Normal distribution: z-score and the 3-sigma rule
Contents:
What the normal distribution is
The normal distribution, also called the Gaussian, is a continuous probability distribution whose density curve has the shape of a symmetric bell. It is the single most useful distribution in applied statistics: confidence intervals, hypothesis tests, and A/B test math all lean on it. Explaining it cleanly in an interview at Stripe, Netflix, or DoorDash covers a third of the typical statistics screen.
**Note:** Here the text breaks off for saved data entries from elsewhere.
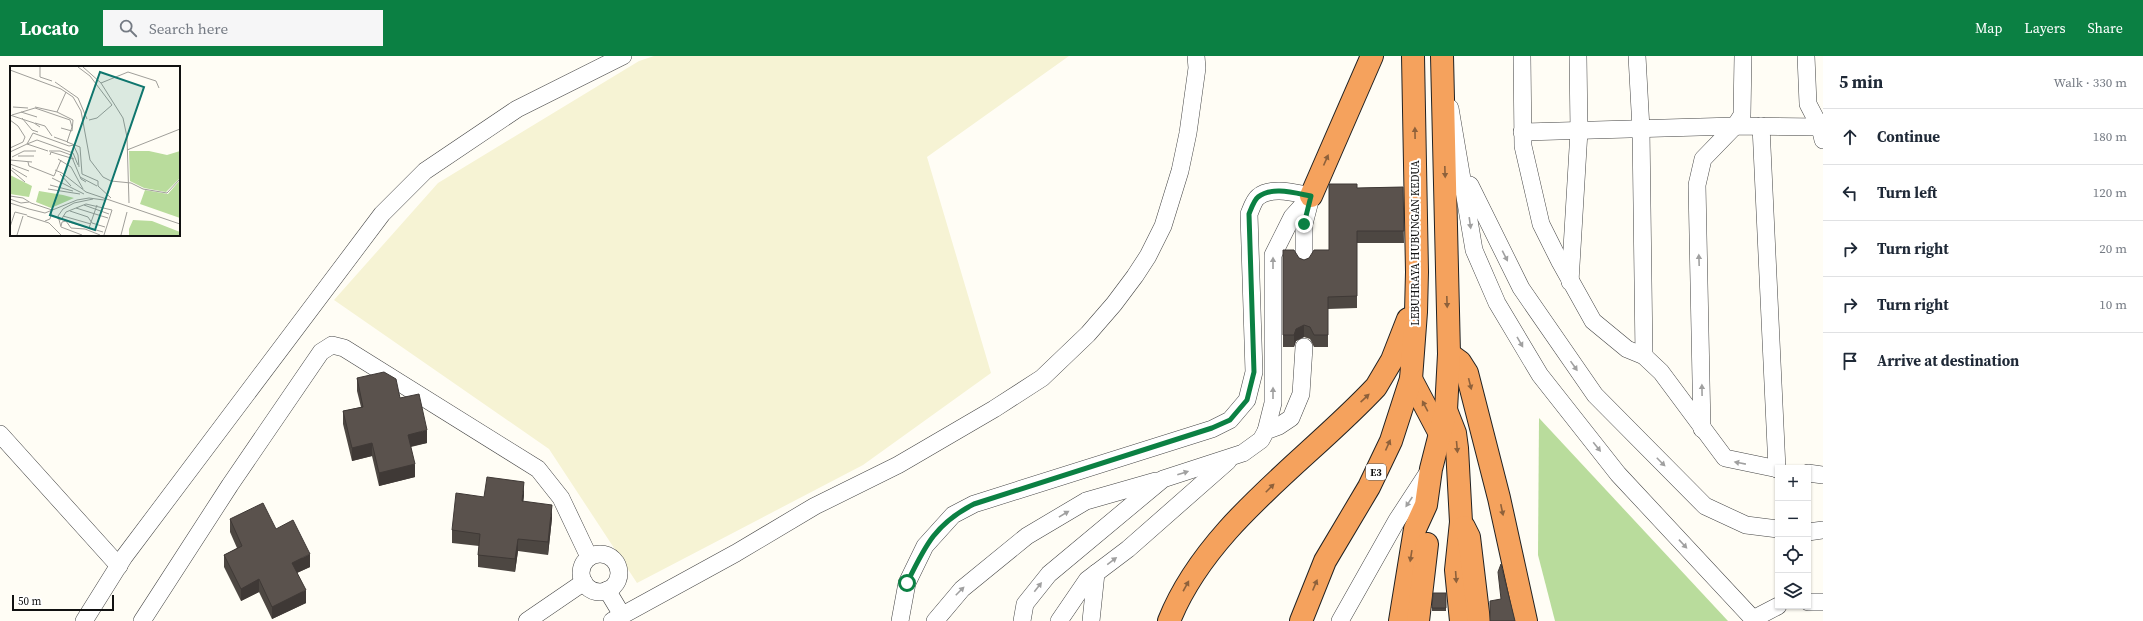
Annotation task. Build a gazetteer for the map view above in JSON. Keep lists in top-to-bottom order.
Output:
{
  "streets": {
    "highway": ["LEBUHRAYA HUBUNGAN KEDUA", "E3"]
  },
  "scale_bar": "50 m",
  "page": {
    "header": "Locato",
    "search": "Search here",
    "nav": ["Map", "Layers", "Share"],
    "heading": ["5 min", "Walk · 330 m"],
    "list": [
      ["Continue", "180 m"],
      ["Turn left", "120 m"],
      ["Turn right", "20 m"],
      ["Turn right", "10 m"],
      "Arrive at destination"
    ],
    "map_buttons": ["+", "−"],
    "scale": "50 m"
  }
}
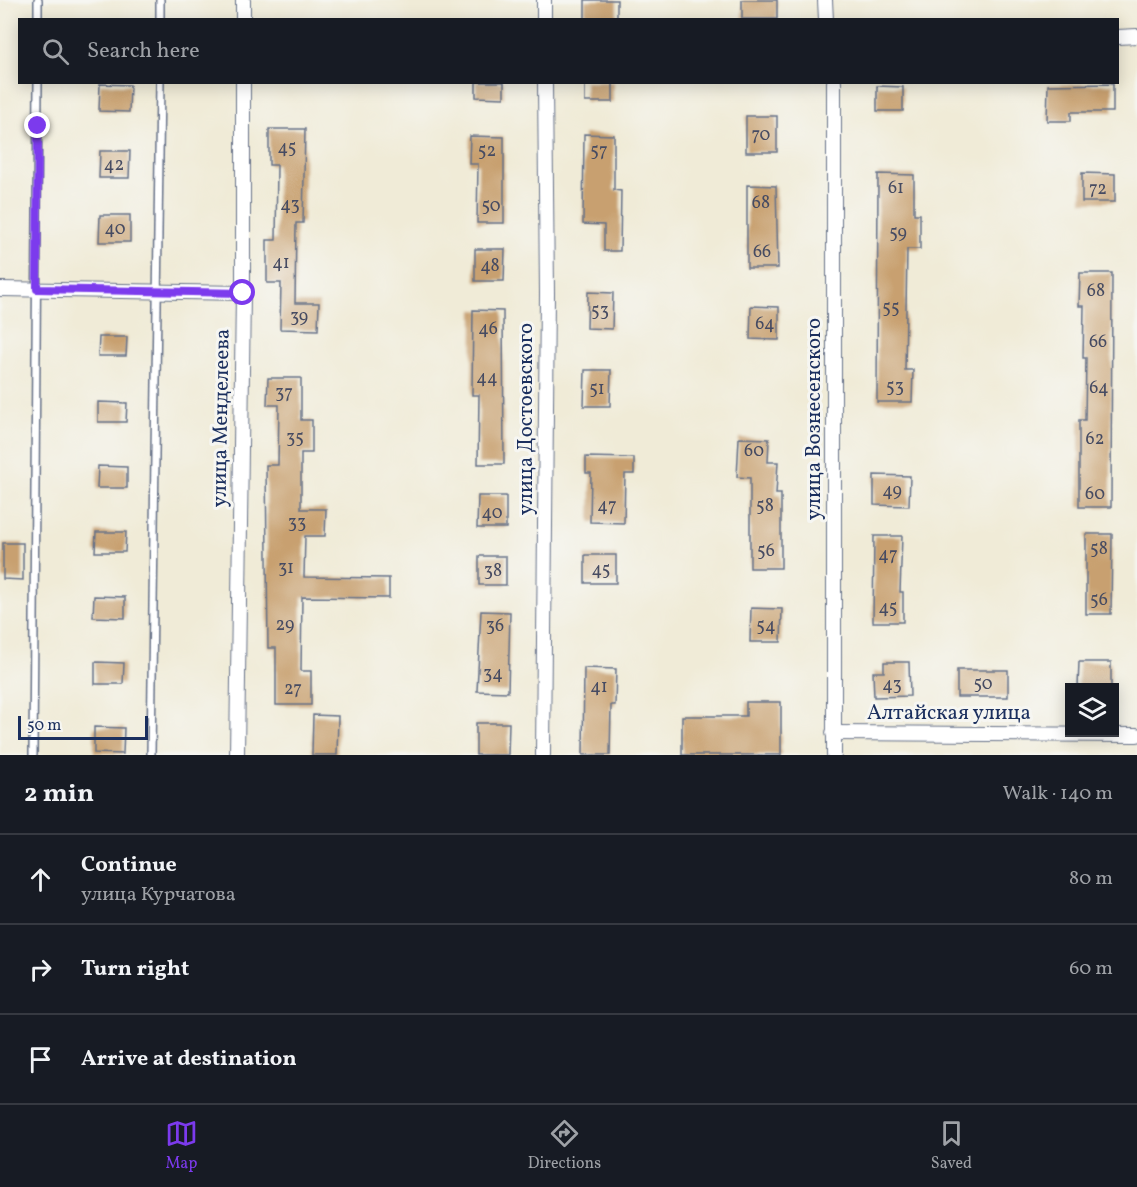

Two parameters define the shape. The mean, mu, decides where the peak sits. The standard deviation, sigma, decides how wide the bell is. The notation N(mu, sigma squared) means a normal with that mean and a variance equal to sigma squared. For instance, N(170, 100) describes adult heights with a mean of 170 cm and a standard deviation of 10 cm.
The density function looks like this:
f(x) = (1 / (sigma * sqrt(2 * pi))) * exp( -(x - mu)^2 / (2 * sigma^2) )You will rarely write this formula by hand at work. What matters in interviews is recognizing it, knowing the parameters, and reasoning about the shape. The exponential decay is also why values far from the mean become vanishingly unlikely.
Core properties to memorize
The curve is symmetric around mu, so mean, median, and mode all coincide. The left half is a mirror image of the right half, which is why z-tables only list half the entries.
The 68-95-99.7 rule, also called the three-sigma rule, is the fastest sanity check in any analytics review.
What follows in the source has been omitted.